Bene, bravi, bis: nel giro di 12 ore, il Parlamento respinge la seconda mozione di sfiducia contro il secondo ministro del governo Meloni.
Mercoledì sera è stato il turno di Matteo Salvini, messo sotto accusa da Azione per le sue relazioni pericolose col partito di Putin, ieri mattina è toccato a Daniela Santanché. La mozione di M5s, bocciata con 121 sì e 213 no, puntava invece sulle inchieste giudiziarie che vedono coinvolta la titolare del Turismo. Lei non si è fatta vedere: «Non sono andata perché avevo da fare, per il turismo c’è molto da lavorare in Italia. Il mio stato d’animo è uguale a quello di ieri, a quello di una settimana e di un mese fa. Assolutamente tranquilla, a fare il mio lavoro anche oggi, come ieri e come farò domani. Il Parlamento è sovrano, e il voto mi sembra molto chiaro». Il tam tam di palazzo ripete che, in caso di rinvio a giudizio, la ministra dovrà comunque farsi da parte ma lei smentisce ipotesi di dimissioni: «Mai, non me l’hanno mai chiesto, fatevene una ragione».
A Montecitorio, durante lo scrutinio, non c’è molta suspense, né si percepisce grande tensione morale nel fronte pro-sfiducia. Elly Schlein chiacchiera col fido Marco Furfaro in mezzo al Transatlantico, mentre in un capannello di deputati dem in attesa di votare si cita il Woody Allen di «Provaci ancora Sam»: «Gli abbiamo appioppato una bella nasata sul ginocchio, eh?». Del resto, dice l’ex capogruppo Pd Andrea Marcucci, oggi con il centro renziano, «Quando si ha la certezza di perdere, non si presenta una richiesta di sfiducia. Serve solo alla maggioranza a mostrarsi compatta, anche quando in realtà non lo è». E neppure l’opposizione, a dire il vero: dalla mozione M5s si dissocia Italia viva («Santanchè ha chiesto le dimissioni di tutti i nostri ministri, ma io sono garantista anche con lei, lo sono con tutti gli avversari», dice Matteo Renzi) e anche un pezzo di Azione, con Enrico Costa e Mariastella Gelmini. Da Fdi esulta Fabio Rampelli: «Secondo assist della sinistra, secondo goal del centrodestra sulla mozione di sfiducia al ministro Santanchè. Ovviamente largamente bocciata». Persino Giuseppe Conte, autore della sagace richiesta di sfiducia, ammette: «Domani i giornali aedi del governo canteranno della ritrovata compattezza della maggioranza a difesa di Santanché. Mi chiedo: si può essere orgogliosi di ritrovarsi compatti a difendere gli amichetti di partito?». Intanto, però, l’assist lo ha offerto lui.
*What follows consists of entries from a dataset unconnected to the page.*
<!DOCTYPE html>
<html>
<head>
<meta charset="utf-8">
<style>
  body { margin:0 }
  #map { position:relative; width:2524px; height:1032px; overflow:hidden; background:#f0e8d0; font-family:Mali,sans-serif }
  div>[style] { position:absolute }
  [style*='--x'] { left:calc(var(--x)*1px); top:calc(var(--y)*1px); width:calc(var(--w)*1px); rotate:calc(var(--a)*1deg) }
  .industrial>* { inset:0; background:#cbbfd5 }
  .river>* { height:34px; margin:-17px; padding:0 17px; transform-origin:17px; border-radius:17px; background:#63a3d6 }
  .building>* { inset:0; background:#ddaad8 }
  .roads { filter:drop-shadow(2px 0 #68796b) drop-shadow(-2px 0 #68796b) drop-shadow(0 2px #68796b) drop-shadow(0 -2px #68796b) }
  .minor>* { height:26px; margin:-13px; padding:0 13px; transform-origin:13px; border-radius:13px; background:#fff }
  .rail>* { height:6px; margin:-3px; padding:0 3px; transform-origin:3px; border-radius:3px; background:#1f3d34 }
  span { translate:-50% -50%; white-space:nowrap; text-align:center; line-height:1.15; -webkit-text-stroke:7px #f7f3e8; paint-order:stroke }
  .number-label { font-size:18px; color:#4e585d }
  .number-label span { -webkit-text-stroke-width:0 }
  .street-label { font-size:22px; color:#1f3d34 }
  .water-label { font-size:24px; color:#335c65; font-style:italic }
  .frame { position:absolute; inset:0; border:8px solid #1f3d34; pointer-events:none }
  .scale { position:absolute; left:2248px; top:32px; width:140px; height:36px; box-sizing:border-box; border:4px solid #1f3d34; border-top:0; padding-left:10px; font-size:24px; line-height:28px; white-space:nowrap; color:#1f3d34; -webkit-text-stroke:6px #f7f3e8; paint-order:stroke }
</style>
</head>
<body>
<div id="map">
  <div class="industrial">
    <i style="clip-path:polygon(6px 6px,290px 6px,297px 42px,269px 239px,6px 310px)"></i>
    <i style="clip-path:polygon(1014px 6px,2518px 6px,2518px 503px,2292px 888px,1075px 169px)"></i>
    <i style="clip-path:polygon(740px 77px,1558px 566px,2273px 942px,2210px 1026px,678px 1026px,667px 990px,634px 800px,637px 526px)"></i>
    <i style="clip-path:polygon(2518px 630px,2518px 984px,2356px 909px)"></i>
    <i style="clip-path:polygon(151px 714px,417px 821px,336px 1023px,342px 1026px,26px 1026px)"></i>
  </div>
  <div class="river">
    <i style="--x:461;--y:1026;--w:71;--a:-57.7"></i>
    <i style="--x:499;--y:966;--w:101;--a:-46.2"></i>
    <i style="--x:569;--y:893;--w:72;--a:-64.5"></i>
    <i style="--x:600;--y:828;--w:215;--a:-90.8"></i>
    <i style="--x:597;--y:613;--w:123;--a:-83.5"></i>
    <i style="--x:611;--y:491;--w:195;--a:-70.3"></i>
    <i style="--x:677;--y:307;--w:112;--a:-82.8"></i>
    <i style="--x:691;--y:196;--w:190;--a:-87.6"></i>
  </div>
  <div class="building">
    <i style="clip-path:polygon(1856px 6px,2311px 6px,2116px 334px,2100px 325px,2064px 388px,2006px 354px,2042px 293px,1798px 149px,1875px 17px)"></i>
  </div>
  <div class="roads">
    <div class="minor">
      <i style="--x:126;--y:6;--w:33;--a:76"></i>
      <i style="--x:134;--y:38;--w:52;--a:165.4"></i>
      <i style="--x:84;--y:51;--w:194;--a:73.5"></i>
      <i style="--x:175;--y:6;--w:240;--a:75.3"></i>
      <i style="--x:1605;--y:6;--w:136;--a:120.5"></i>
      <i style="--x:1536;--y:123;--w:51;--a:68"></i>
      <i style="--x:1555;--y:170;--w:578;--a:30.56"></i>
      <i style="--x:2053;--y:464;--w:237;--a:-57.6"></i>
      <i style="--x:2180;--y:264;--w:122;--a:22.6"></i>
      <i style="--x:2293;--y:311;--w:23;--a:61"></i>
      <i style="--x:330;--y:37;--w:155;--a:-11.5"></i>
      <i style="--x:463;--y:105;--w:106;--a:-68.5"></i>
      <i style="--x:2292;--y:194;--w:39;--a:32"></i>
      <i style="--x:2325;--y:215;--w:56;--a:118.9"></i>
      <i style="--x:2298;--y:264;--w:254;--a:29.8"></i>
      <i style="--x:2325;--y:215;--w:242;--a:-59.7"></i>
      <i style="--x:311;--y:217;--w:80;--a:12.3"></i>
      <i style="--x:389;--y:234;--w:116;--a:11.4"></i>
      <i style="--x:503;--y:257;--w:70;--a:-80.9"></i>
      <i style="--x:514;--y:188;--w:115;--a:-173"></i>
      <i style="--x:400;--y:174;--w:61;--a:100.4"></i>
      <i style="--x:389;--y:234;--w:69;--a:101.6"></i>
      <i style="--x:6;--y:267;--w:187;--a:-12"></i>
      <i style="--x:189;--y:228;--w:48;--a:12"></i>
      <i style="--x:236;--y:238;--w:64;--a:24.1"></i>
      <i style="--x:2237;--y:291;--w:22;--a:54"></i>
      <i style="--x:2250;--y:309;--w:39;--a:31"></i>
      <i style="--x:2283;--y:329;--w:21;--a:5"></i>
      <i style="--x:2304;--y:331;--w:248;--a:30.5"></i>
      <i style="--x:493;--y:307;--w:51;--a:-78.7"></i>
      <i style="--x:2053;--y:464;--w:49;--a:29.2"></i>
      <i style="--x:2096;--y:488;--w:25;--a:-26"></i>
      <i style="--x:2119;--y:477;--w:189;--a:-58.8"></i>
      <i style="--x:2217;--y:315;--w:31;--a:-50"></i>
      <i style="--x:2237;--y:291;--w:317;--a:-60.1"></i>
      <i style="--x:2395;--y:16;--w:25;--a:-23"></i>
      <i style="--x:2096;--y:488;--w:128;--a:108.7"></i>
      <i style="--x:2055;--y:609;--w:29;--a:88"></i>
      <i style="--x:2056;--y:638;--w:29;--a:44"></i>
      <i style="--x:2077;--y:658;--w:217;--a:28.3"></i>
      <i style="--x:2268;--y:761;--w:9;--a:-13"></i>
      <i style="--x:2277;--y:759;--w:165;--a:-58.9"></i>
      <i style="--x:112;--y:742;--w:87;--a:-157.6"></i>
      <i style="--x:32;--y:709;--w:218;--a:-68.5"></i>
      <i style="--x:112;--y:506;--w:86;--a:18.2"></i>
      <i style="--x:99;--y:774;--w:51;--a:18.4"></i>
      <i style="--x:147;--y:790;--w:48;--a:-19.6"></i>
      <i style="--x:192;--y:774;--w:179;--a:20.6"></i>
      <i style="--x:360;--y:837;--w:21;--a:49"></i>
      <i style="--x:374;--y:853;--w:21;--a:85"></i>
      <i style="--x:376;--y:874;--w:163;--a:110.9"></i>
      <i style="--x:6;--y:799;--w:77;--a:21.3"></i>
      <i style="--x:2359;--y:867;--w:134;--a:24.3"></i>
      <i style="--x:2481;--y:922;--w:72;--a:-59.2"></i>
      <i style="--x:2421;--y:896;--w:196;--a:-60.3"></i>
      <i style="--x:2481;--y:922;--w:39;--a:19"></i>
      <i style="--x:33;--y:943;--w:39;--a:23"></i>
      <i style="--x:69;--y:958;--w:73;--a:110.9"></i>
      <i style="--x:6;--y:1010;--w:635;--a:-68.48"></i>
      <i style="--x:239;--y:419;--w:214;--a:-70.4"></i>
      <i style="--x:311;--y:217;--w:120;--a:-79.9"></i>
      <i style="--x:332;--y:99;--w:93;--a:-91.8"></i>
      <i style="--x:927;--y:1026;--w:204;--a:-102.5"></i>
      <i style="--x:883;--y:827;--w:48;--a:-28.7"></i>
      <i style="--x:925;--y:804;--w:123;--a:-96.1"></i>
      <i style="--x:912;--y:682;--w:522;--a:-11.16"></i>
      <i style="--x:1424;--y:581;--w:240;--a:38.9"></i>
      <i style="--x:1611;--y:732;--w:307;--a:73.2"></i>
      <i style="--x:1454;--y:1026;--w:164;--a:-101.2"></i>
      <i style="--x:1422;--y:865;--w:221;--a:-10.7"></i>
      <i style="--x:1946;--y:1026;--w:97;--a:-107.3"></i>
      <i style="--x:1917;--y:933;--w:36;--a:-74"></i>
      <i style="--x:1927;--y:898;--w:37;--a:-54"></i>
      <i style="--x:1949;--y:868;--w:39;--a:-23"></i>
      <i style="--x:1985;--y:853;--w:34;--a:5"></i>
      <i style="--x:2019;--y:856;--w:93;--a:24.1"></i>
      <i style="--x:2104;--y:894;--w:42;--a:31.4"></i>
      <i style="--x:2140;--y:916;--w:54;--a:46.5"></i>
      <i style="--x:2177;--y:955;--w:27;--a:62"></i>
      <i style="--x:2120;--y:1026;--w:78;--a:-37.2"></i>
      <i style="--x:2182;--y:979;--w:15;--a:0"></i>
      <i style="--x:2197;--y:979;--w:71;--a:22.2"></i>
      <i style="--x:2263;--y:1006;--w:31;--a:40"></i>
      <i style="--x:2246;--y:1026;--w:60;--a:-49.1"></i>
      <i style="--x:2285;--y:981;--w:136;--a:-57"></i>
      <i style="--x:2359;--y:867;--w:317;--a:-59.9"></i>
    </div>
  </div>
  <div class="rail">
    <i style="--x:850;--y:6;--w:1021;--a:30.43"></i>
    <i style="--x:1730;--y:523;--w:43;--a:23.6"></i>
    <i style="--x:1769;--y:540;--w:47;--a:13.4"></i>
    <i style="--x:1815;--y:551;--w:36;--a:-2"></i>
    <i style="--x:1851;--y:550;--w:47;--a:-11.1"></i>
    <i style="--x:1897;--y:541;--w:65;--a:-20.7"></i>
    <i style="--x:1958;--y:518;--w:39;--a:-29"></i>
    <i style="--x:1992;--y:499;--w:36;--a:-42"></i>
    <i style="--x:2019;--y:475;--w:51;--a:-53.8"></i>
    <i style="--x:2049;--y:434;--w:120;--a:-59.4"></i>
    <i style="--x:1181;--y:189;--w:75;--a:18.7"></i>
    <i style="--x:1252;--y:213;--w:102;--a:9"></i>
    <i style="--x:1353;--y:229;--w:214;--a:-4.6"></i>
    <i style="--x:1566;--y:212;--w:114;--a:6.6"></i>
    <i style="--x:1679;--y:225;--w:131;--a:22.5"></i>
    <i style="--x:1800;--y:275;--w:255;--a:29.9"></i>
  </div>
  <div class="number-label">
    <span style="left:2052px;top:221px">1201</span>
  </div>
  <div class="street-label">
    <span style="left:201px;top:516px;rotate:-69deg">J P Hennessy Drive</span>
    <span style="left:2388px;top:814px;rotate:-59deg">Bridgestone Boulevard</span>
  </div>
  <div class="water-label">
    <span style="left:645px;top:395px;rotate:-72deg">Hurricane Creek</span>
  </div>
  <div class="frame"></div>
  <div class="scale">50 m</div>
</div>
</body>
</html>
E ha pure affidato la requisitoria d’aula alla fida Chiara Appendino, severissima sui casi giudiziari altrui: «A chi tra i banchi della maggioranza si trincera dietro al garantismo, lo dico molto chiaramente: per voi serve aspettare il rinvio a giudizio e l’eventuale condanna per chiedere le dimissioni?».
Peccato che, in aula, più d’uno le ricordi che il suo non è il pulpito migliore da cui reclamare dimissioni: «Chiara Appendino non è rinviata a giudizio, non è neppure condannata in primo grado: è condannata in appello per disastro colposo, lesioni e omicidio colposo plurimo», punta il dito il renziano Roberto Giachetti. «Condanna per me aberrante, auspico che in Cassazione sia assolta. Ma è davvero singolare che l’accusa venga da una condannata in secondo grado, che in base a regolamento dei 5S non avrebbe neanche dovuto essere candidata». Poi Giachetti passa in rassegna politici e ministri dimissionari per inchieste giudiziarie e poi totalmente prosciolti: da Storace a Mastella, da Lupi a Guidi, da Di Girolamo a Fassino.
«Per non parlare di due perseguitati come Renzi e Berlusconi, inseguito anche da morto: non vi basta per capire che non possiamo farci condizionare da vicende giudiziarie?».